Exercise goal:
Repeat, word for word, all the data that follows, and exclude the pictures.

::: Material for this exercise :::

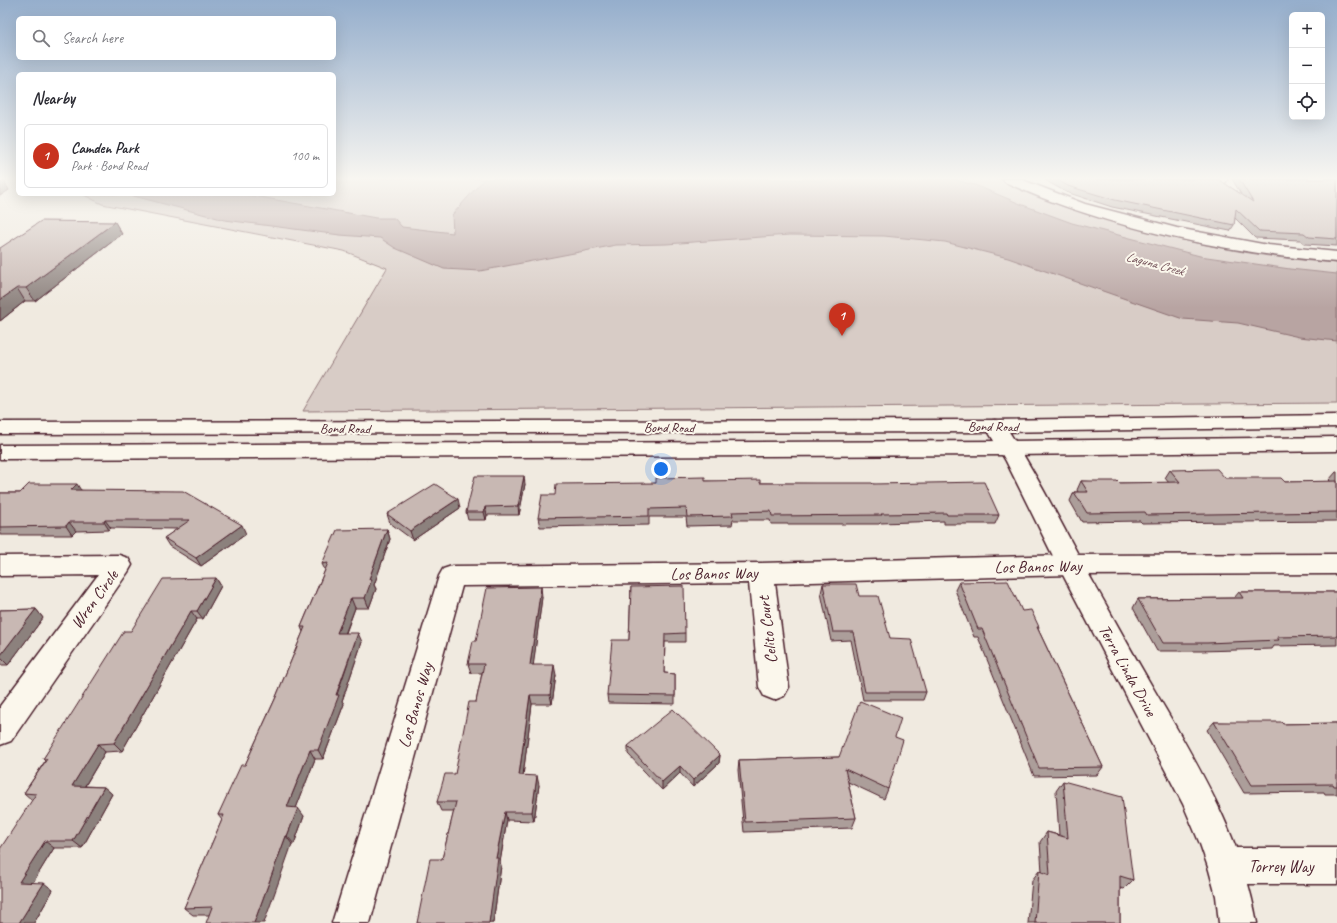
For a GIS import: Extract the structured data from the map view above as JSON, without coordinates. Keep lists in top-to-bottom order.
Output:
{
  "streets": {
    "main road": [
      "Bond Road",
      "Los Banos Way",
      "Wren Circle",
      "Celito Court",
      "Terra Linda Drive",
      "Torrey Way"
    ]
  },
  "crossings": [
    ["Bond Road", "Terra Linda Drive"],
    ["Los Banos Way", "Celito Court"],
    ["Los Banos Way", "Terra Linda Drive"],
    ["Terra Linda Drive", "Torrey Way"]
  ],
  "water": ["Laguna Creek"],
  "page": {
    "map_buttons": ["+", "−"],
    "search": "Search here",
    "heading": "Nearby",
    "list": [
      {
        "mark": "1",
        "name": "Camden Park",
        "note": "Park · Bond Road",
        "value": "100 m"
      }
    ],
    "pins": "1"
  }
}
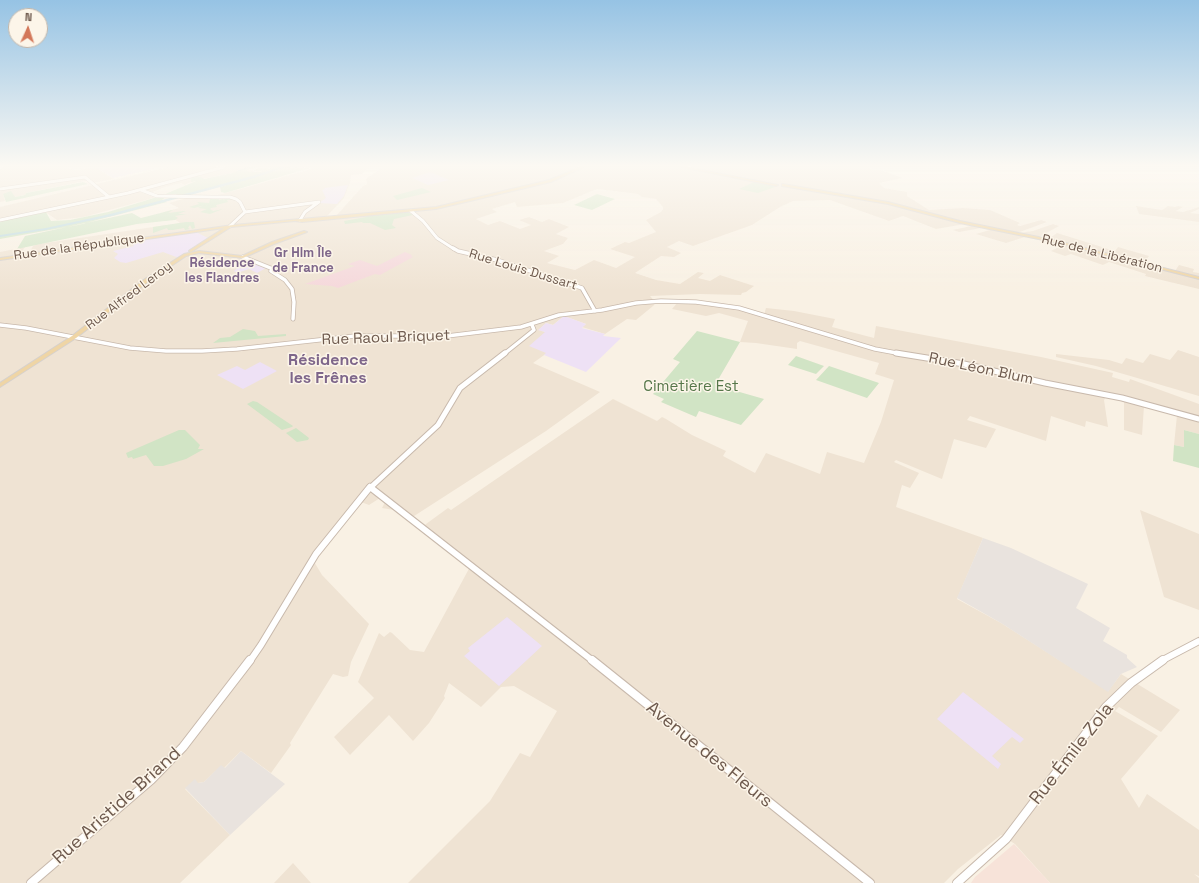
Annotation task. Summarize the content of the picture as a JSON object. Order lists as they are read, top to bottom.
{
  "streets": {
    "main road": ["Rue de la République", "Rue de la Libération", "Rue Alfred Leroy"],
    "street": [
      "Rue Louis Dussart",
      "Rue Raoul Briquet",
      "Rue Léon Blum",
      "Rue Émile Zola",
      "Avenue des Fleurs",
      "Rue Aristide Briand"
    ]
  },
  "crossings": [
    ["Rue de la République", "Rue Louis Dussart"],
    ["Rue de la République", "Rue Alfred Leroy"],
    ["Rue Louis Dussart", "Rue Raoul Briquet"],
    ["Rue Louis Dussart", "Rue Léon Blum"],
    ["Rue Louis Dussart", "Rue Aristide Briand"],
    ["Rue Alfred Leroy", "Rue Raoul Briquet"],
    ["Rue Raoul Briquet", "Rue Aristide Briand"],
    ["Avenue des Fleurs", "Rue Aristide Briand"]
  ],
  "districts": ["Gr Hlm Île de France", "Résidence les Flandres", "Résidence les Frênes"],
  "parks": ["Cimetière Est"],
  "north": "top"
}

:::

Response for this exercise:
For a GIS import: Extract the structured data from the map view above as JSON, without coordinates. Keep lists in top-to-bottom order.
Output:
{
  "streets": {
    "main road": [
      "Bond Road",
      "Los Banos Way",
      "Wren Circle",
      "Celito Court",
      "Terra Linda Drive",
      "Torrey Way"
    ]
  },
  "crossings": [
    ["Bond Road", "Terra Linda Drive"],
    ["Los Banos Way", "Celito Court"],
    ["Los Banos Way", "Terra Linda Drive"],
    ["Terra Linda Drive", "Torrey Way"]
  ],
  "water": ["Laguna Creek"],
  "page": {
    "map_buttons": ["+", "−"],
    "search": "Search here",
    "heading": "Nearby",
    "list": [
      {
        "mark": "1",
        "name": "Camden Park",
        "note": "Park · Bond Road",
        "value": "100 m"
      }
    ],
    "pins": "1"
  }
}
Annotation task. Summarize the content of the picture as a JSON object. Order lists as they are read, top to bottom.
{
  "streets": {
    "main road": ["Rue de la République", "Rue de la Libération", "Rue Alfred Leroy"],
    "street": [
      "Rue Louis Dussart",
      "Rue Raoul Briquet",
      "Rue Léon Blum",
      "Rue Émile Zola",
      "Avenue des Fleurs",
      "Rue Aristide Briand"
    ]
  },
  "crossings": [
    ["Rue de la République", "Rue Louis Dussart"],
    ["Rue de la République", "Rue Alfred Leroy"],
    ["Rue Louis Dussart", "Rue Raoul Briquet"],
    ["Rue Louis Dussart", "Rue Léon Blum"],
    ["Rue Louis Dussart", "Rue Aristide Briand"],
    ["Rue Alfred Leroy", "Rue Raoul Briquet"],
    ["Rue Raoul Briquet", "Rue Aristide Briand"],
    ["Avenue des Fleurs", "Rue Aristide Briand"]
  ],
  "districts": ["Gr Hlm Île de France", "Résidence les Flandres", "Résidence les Frênes"],
  "parks": ["Cimetière Est"],
  "north": "top"
}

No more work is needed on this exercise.